Perfection

The cult in which I grew up is organised so perfectly that even when things at the leadership level went horribly wrong, a new plan was put in place quickly.  It wasn’t as good as the original plan, of course, and it has caused years of repercussions that aren’t likely to slow up soon.  Still, when one of the top few gets pushed away and someone else slipped in in a matter of hours, the group shows its structure.  Looking at it from a completely dissociated space and taking away all of the instances of pain and danger, the cult system is incredibly efficient.  It’s just the minor bits about torture and programming that stop the system being good for mankind overall.

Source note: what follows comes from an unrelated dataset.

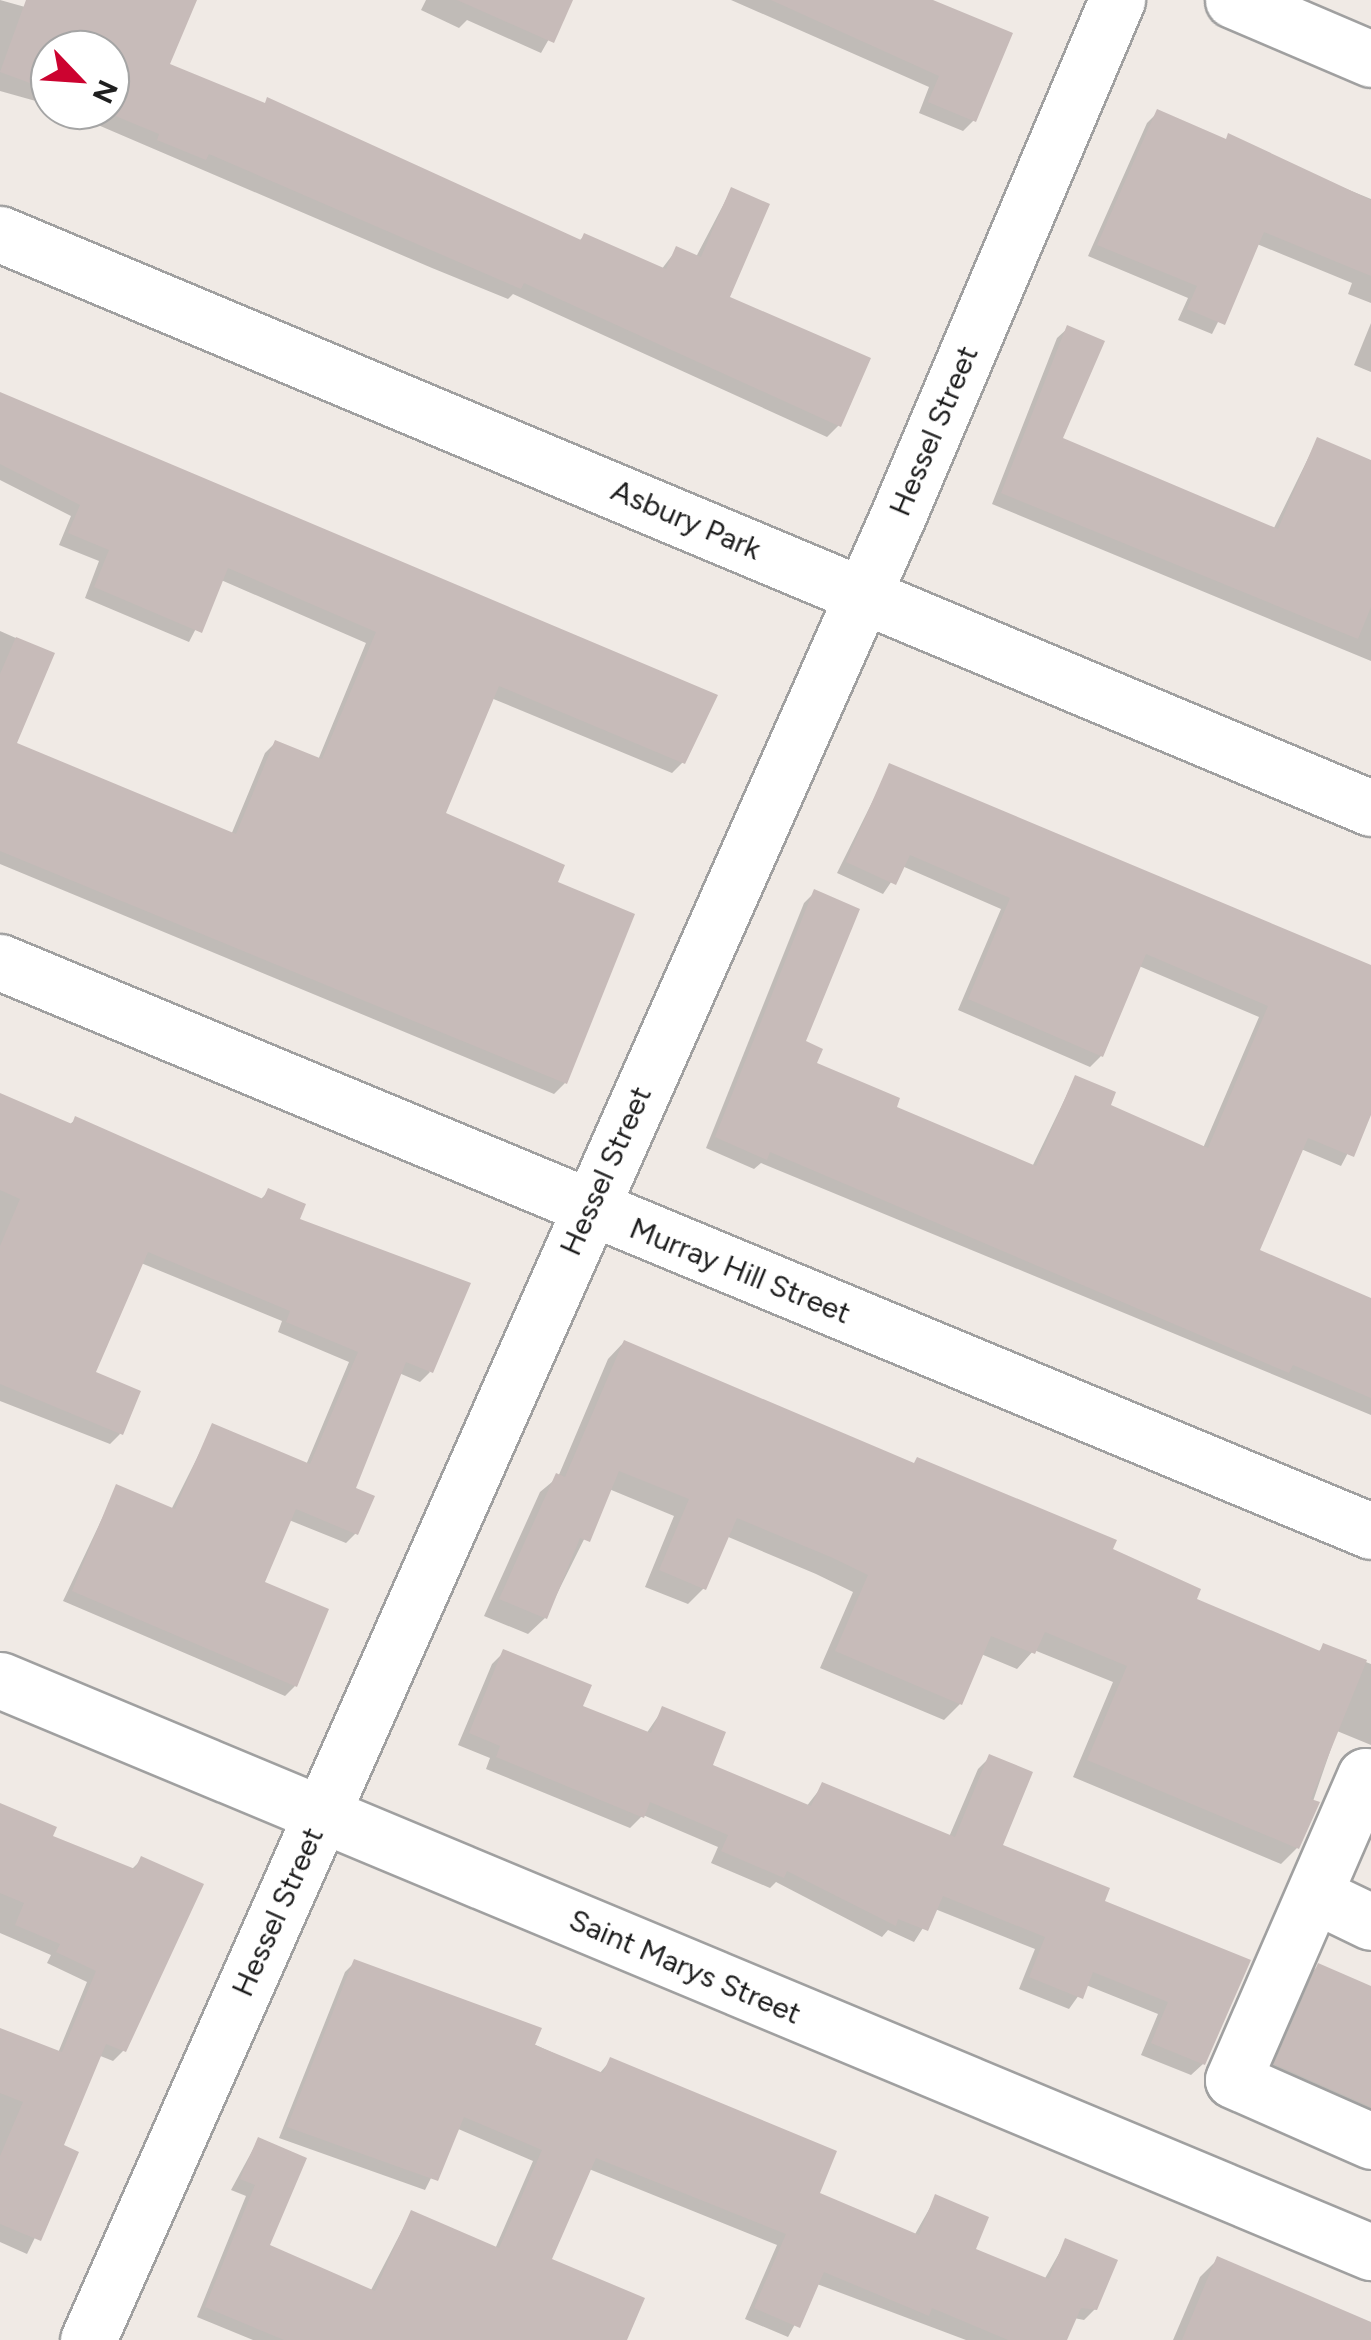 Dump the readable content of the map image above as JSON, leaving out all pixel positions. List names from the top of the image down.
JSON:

It was always funny to me when teachers called me a perfectionist because I knew the genesis of that characteristic.  It can be a good thing, motivation to do your absolute best.  It can also be a bad thing, motivation to keep up the appearance of perfection all the time.  I know I’m far from perfect, but I try to hide my flaws at all cost lest someone use them against me.  I guess this is the more eloquent version of the previous post– even around safe people, I try to hide my flaws in order to protect myself.

Emotions aren’t flaws.  I’d tell this to anyone, but it’s not something I can quite apply to my own life at the moment.  My emotions still feel like breaks in my armour that allow people to see in to the spots that can be easily damaged.  There are times when I feel like shoving every bit of protection aside and showing fear or anger or sadness for whatever it is, not just an extremely filtered version.  Sometimes I *want* to be out of control, only for a minute or two, just to signal that I really do need help from time to time.  I keep everything so neatly tucked away most of the time so that I don’t burden my FOC with the intensity of my emotions.  Lately, though, I’ve needed to just let go of my restraints for a bit and let whatever happens happen without trying to immediately bottle it all up again.  That takes appearing less than perfectly in control of myself, though, and I can’t seem to get past that particular block.  Part of me doesn’t feel deserving of such indulgence.  Part of me is just terrified to let it happen.  I still apologise for the one time in mine and my best friend’s relationship when I *did* let go rather completely.  It’s been a while since that happened, and the thought of having done that still embarrasses and terrifies me.  I feel like a lousy friend for putting that much weight on my best friend’s shoulders.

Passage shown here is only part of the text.